HILTON HEAD ISLAND, S.C. -- At 5-foot-11 and more than a few calories north of 200 pounds, Carl Pettersson isn't exactly a picture of physical fitness.
"Drink 10 beers and eat a tub of ice cream before you go to bed," Pettersson said when asked how he achieved his current stature.
You can almost hear Jack LaLanne rolling over in his grave.
But what the XL Swede lacks in size medium shirts, he makes up for with self-deprecating humor, the swing of a pure ball-striker and a killer stroke with his long putter that when you add it all up produced a fifth career win and his first in two years following a final-round 69 Sunday at the RBC Heritage.
"It's getting harder and harder to win out here," said Pettersson, who moves to fourth in the FedExCup standings with the victory. "I feel like in the last two or three years it's become really competitive."
And really fit.
In a changing landscape where length and swing speeds are increasing and body fat decreasing, Pettersson is proof there's still a place out here for someone whose idea of a workout regimen includes 12-ounce curls.
There was, despite what your eyes might tell you, a time when it wasn't always that way for Pettersson.
Following the 2008 season, which was Pettersson's best to that point in his career, he hit the gym and shed 30 pounds in an effort to improve his game even further.
Instead, he played worse. Pettersson missed 12 cuts in 29 starts, including six in a row at one point which actually would have been eight straight if not for a WD thrown in there.
A year and a few tubs of ice cream later, Pettersson reduced that number to nine and won another RBC event, the RBC Canadian Open.
Speaking of the victory at St. George's Golf & Country Club, Pettersson was lamenting what he thought was a missed cut that Friday night so he downed a few beers afterward. Seven to be exact.
He of course didn't miss the cut and went on to shoot 60 the next day and eventually win the tournament with a 67 in the final round.
"It took a while to get the swing back," says Pettersson, who added that the loss in weight threw his timing off. "Just the last like six months I felt comfortable again."
It has certainly shown.
Two weeks ago in Houston, Pettersson made another change, tweaking his swing and going to a new Nike Method long putter. He went on to finish second.

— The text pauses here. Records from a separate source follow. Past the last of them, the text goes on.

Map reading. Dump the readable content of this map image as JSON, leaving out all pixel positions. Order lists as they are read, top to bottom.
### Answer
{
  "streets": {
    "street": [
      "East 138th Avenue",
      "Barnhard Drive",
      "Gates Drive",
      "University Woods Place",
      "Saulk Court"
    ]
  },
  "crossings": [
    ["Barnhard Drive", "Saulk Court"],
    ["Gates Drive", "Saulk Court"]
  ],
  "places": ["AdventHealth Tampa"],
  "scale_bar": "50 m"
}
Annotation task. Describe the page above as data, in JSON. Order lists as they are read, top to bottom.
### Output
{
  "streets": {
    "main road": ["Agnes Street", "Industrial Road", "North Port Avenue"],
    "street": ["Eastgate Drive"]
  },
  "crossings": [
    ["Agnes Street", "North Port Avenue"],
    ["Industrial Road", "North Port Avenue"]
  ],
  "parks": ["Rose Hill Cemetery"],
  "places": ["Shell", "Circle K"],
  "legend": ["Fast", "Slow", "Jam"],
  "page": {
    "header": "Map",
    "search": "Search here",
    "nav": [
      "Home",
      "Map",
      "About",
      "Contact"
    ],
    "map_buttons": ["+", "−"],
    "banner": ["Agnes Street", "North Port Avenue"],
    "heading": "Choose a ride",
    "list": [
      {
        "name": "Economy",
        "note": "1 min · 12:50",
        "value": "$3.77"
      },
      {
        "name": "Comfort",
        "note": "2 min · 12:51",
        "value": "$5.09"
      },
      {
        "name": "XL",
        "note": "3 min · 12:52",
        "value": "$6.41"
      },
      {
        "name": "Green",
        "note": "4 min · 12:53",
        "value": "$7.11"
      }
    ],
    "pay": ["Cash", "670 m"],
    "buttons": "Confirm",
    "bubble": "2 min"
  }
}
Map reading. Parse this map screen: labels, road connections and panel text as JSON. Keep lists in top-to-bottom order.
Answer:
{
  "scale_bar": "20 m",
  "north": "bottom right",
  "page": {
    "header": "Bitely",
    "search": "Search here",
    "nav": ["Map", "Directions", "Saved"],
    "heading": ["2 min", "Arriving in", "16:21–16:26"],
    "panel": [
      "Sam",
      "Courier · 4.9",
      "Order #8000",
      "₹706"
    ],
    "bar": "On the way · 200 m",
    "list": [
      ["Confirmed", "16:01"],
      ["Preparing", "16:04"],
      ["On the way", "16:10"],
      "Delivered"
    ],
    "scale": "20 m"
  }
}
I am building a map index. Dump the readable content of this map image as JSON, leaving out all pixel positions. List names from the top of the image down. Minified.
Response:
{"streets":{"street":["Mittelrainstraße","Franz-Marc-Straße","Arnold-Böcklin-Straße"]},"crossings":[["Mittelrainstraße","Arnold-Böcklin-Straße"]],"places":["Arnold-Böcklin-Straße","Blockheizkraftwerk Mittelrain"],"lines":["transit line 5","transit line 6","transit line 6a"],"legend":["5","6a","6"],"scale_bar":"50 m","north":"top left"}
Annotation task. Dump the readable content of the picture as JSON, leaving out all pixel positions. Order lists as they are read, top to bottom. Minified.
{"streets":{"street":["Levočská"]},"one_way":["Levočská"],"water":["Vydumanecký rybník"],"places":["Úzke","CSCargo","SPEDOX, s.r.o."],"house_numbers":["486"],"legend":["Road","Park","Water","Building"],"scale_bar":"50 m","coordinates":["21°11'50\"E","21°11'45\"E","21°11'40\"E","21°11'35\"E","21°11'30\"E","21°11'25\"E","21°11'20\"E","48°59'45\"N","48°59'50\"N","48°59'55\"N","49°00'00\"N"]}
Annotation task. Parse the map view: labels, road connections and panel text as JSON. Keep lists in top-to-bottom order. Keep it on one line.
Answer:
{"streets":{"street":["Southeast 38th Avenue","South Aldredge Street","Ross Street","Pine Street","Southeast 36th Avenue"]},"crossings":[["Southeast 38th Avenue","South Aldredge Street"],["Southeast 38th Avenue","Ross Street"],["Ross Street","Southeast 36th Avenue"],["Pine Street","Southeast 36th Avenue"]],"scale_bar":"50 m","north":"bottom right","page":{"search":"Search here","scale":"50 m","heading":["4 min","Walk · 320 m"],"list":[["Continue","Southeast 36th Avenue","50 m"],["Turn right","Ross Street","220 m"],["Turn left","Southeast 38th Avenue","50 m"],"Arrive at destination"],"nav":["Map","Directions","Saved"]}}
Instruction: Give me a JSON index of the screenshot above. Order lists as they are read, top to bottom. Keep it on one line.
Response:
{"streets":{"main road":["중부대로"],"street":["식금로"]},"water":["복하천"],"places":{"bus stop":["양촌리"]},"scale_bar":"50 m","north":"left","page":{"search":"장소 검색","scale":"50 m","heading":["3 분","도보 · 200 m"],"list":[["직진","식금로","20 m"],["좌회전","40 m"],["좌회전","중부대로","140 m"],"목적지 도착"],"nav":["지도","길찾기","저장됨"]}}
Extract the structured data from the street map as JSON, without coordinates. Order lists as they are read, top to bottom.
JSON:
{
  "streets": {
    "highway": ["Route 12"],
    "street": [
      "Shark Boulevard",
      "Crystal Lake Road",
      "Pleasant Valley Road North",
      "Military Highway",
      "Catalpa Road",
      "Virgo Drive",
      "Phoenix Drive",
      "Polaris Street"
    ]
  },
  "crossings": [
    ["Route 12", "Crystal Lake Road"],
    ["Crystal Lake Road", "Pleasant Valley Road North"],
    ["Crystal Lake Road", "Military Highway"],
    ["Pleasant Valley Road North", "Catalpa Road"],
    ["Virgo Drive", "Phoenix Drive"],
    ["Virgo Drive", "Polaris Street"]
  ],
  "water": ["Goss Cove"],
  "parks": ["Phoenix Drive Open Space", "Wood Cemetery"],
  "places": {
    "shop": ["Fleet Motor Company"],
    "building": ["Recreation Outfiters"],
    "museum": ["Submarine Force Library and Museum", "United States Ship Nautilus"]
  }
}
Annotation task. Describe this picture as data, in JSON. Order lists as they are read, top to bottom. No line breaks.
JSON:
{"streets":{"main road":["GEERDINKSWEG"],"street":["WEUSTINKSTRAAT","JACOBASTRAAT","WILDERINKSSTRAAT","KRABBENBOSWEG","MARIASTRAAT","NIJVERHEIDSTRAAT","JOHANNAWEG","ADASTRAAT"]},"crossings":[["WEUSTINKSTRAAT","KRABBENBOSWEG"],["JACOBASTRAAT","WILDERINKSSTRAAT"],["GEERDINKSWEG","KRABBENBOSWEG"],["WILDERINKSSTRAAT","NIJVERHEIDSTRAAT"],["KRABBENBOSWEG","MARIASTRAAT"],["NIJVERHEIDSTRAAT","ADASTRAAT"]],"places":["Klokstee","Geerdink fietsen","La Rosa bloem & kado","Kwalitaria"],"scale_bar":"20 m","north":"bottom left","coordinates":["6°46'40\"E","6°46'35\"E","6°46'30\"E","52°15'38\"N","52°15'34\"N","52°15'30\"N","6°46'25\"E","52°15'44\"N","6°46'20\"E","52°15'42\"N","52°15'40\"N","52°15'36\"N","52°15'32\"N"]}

At Harbour Town, Pettersson led the field in greens in regulation and putting. On Sunday, he began the day with a one-shot lead and increased it to by five with three birdies over his first five holes.
No one got closer than three back of Pettersson, but it wasn't until he got through the par-3 14th that he felt safe (even though he bogeyed the next hole for a third-straight day).
"I don't like that tee shot one bit," Pettersson said. "Anything can happen there. I've hit it in the water before, I've hit it left, and I knew [it] was a hole you could rack up a big number on."
Pettersson of course knows all about big numbers, at least when it comes to calories. Unlike a lot of Swedes, as he pointed out, he doesn't have a 28-inch waist nor does he eat bananas at the turn.
He doesn't even consider himself as much Swedish as he does American after moving away from the Nordic country to England as a 10-year-old in 1987 and seven years later to North Carolina. Earlier this year, he even became an American citizen.
He did, however, tie countryman Jesper Parnevik for the most career wins on TOUR by a Swede, and his father also worked for Swedish carmaker Volvo, which in English translates to "I roll."
That's exactly what Pettersson did at Harbour Town, proving that winners out here still come in all shapes and sizes.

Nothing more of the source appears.